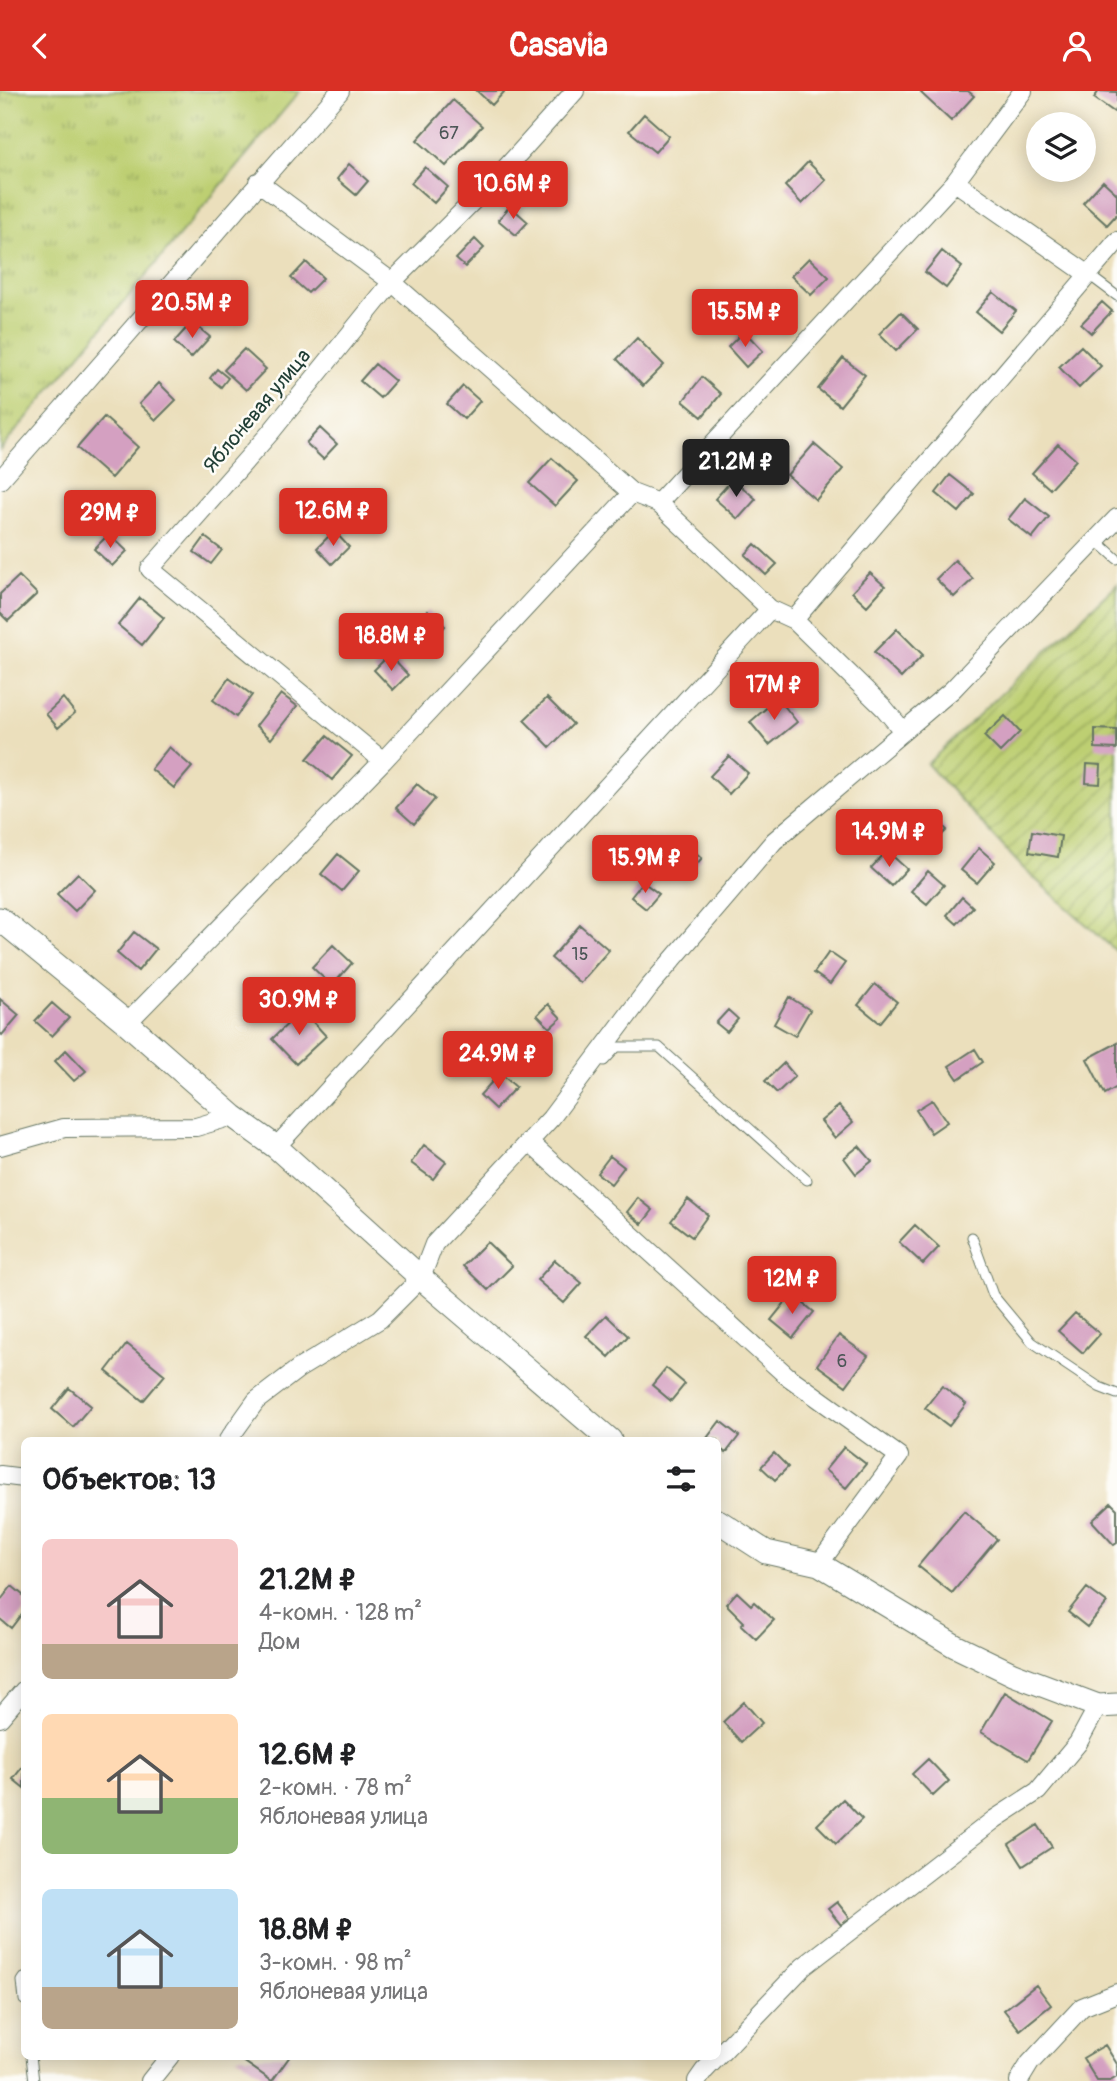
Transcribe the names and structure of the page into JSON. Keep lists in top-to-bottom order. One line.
{"streets":{"street":["Яблоневая улица"]},"house_numbers":["67","15","6"],"page":{"header":"Casavia","price":["10.6M ₽","20.5M ₽","15.5M ₽","21.2M ₽","12.6M ₽","29M ₽","18.8M ₽","17M ₽","14.9M ₽","15.9M ₽","30.9M ₽","24.9M ₽","12M ₽"],"heading":"Объектов: 13","list":[{"name":"21.2M ₽","note":"4-комн. · 128 m² · Дом"},{"name":"12.6M ₽","note":"2-комн. · 78 m² · Яблоневая улица"},{"name":"18.8M ₽","note":"3-комн. · 98 m² · Яблоневая улица"}]}}
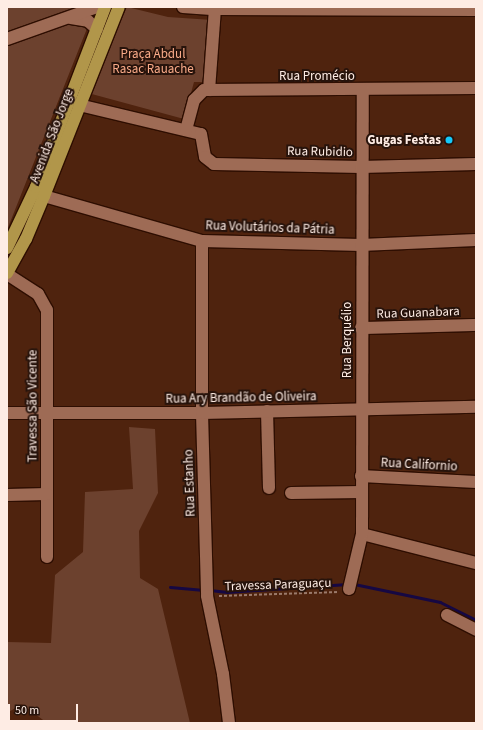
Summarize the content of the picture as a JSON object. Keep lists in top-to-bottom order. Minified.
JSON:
{"streets":{"main road":["Avenida São Jorge"],"street":["Rua Promécio","Rua Rubidio","Rua Volutários da Pátria","Rua Guanabara","Rua Berquélio","Rua Ary Brandão de Oliveira","Travessa São Vicente","Rua Californio","Rua Estanho"],"path":["Travessa Paraguaçu"]},"crossings":[["Rua Promécio","Rua Berquélio"],["Avenida São Jorge","Rua Volutários da Pátria"],["Avenida São Jorge","Travessa São Vicente"],["Rua Rubidio","Rua Berquélio"],["Rua Volutários da Pátria","Rua Berquélio"],["Rua Volutários da Pátria","Rua Estanho"],["Rua Guanabara","Rua Berquélio"],["Rua Berquélio","Rua Ary Brandão de Oliveira"],["Rua Berquélio","Rua Californio"],["Rua Berquélio","Travessa Paraguaçu"],["Rua Ary Brandão de Oliveira","Travessa São Vicente"],["Rua Ary Brandão de Oliveira","Rua Estanho"],["Rua Estanho","Travessa Paraguaçu"]],"parks":["Praça Abdul Rasac Rauache"],"places":["Gugas Festas"],"scale_bar":"50 m"}
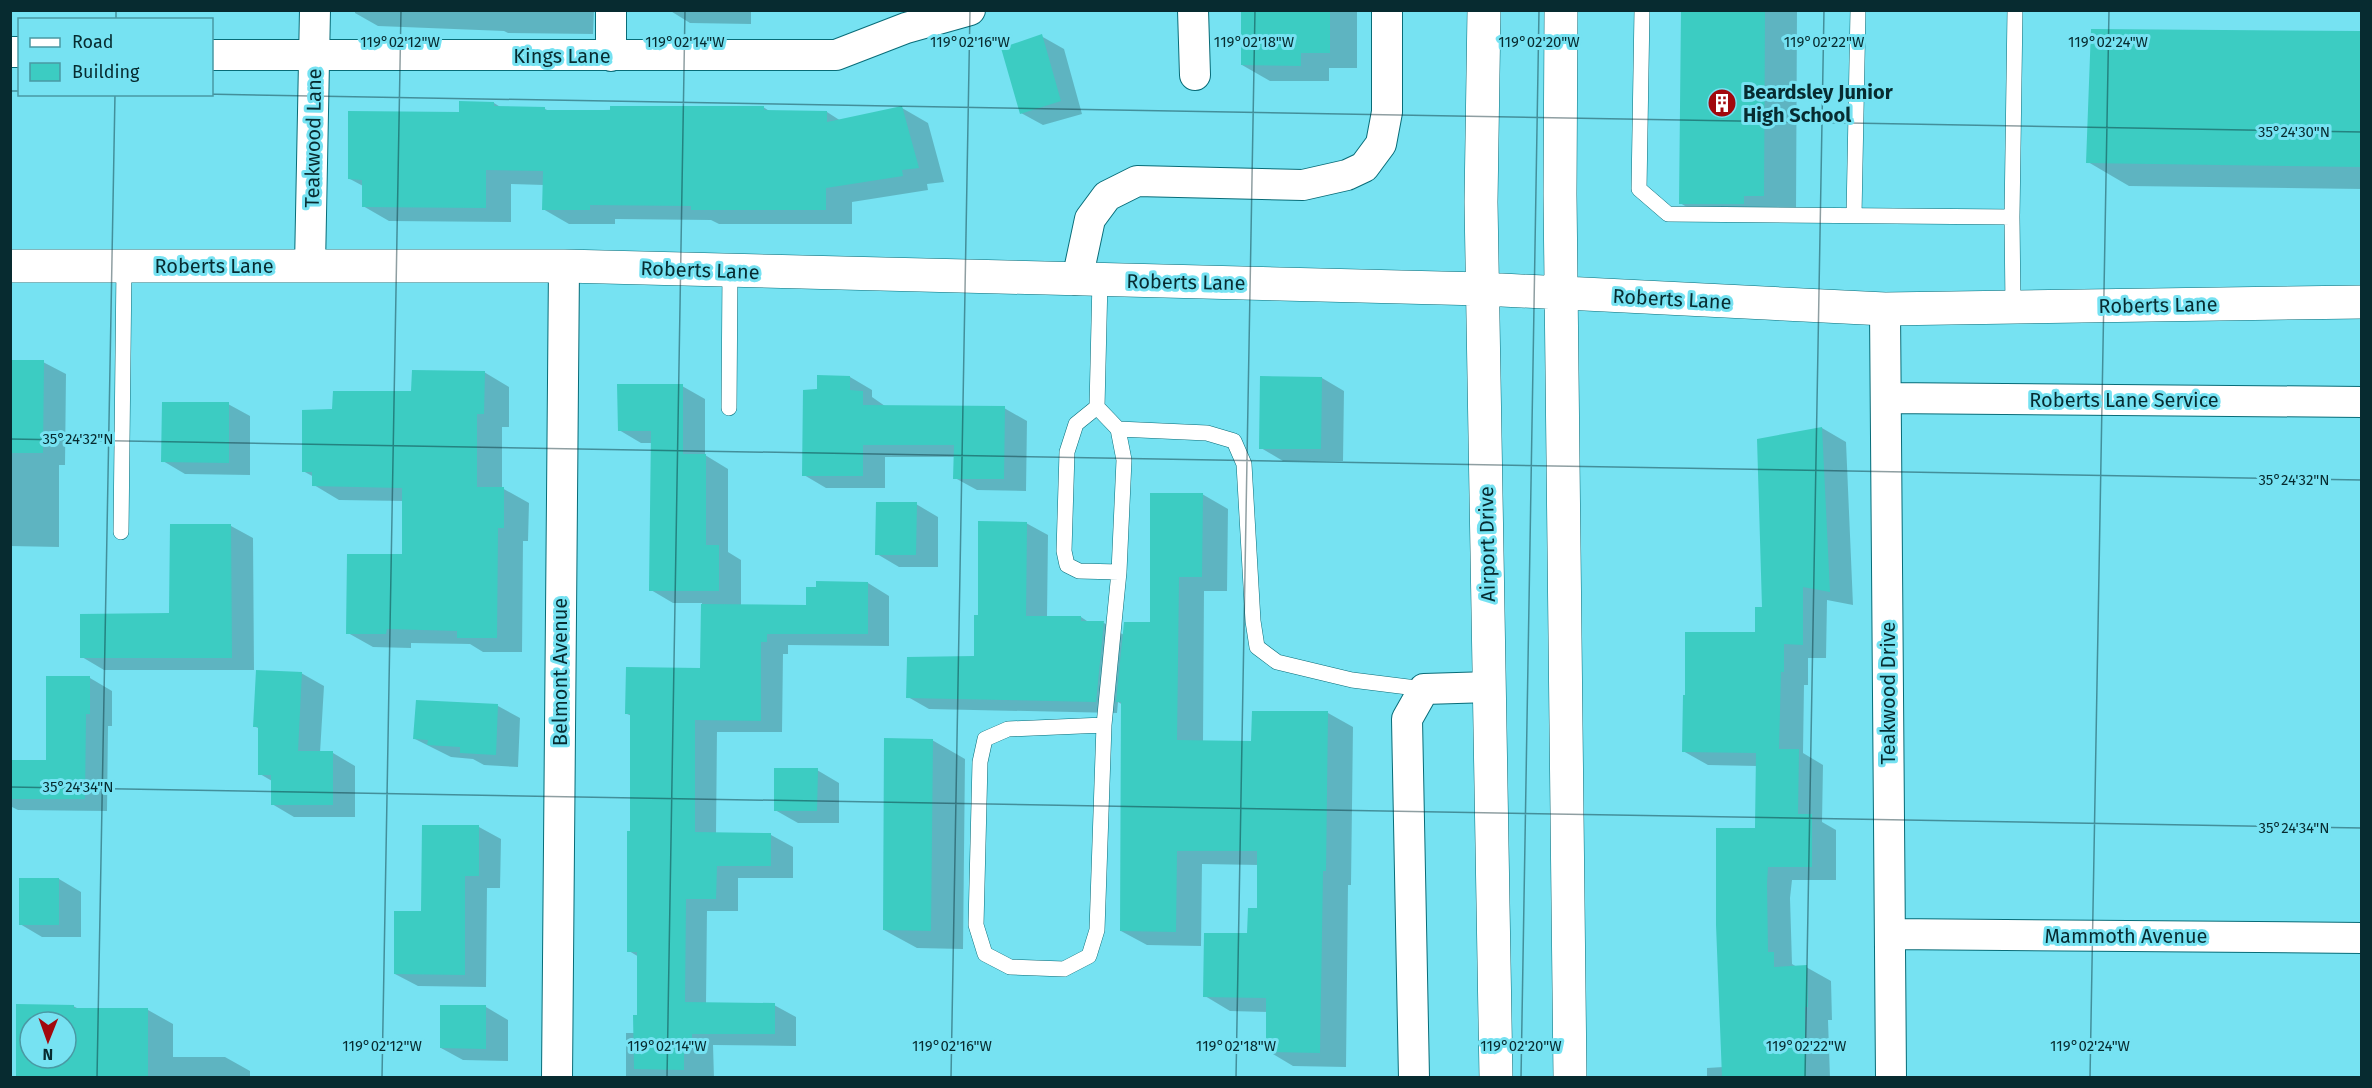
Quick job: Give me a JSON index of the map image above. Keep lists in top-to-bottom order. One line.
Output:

■ EXERCISE PROMPT ■
Transcribe each entry above exactly, apart from the pictures.

■ COMPLETED TASK ■
Transcribe the names and structure of the page into JSON. Keep lists in top-to-bottom order. One line.
{"streets":{"street":["Яблоневая улица"]},"house_numbers":["67","15","6"],"page":{"header":"Casavia","price":["10.6M ₽","20.5M ₽","15.5M ₽","21.2M ₽","12.6M ₽","29M ₽","18.8M ₽","17M ₽","14.9M ₽","15.9M ₽","30.9M ₽","24.9M ₽","12M ₽"],"heading":"Объектов: 13","list":[{"name":"21.2M ₽","note":"4-комн. · 128 m² · Дом"},{"name":"12.6M ₽","note":"2-комн. · 78 m² · Яблоневая улица"},{"name":"18.8M ₽","note":"3-комн. · 98 m² · Яблоневая улица"}]}}
Summarize the content of the picture as a JSON object. Keep lists in top-to-bottom order. Minified.
JSON:
{"streets":{"main road":["Avenida São Jorge"],"street":["Rua Promécio","Rua Rubidio","Rua Volutários da Pátria","Rua Guanabara","Rua Berquélio","Rua Ary Brandão de Oliveira","Travessa São Vicente","Rua Californio","Rua Estanho"],"path":["Travessa Paraguaçu"]},"crossings":[["Rua Promécio","Rua Berquélio"],["Avenida São Jorge","Rua Volutários da Pátria"],["Avenida São Jorge","Travessa São Vicente"],["Rua Rubidio","Rua Berquélio"],["Rua Volutários da Pátria","Rua Berquélio"],["Rua Volutários da Pátria","Rua Estanho"],["Rua Guanabara","Rua Berquélio"],["Rua Berquélio","Rua Ary Brandão de Oliveira"],["Rua Berquélio","Rua Californio"],["Rua Berquélio","Travessa Paraguaçu"],["Rua Ary Brandão de Oliveira","Travessa São Vicente"],["Rua Ary Brandão de Oliveira","Rua Estanho"],["Rua Estanho","Travessa Paraguaçu"]],"parks":["Praça Abdul Rasac Rauache"],"places":["Gugas Festas"],"scale_bar":"50 m"}
Quick job: Give me a JSON index of the map image above. Keep lists in top-to-bottom order. One line.
Output:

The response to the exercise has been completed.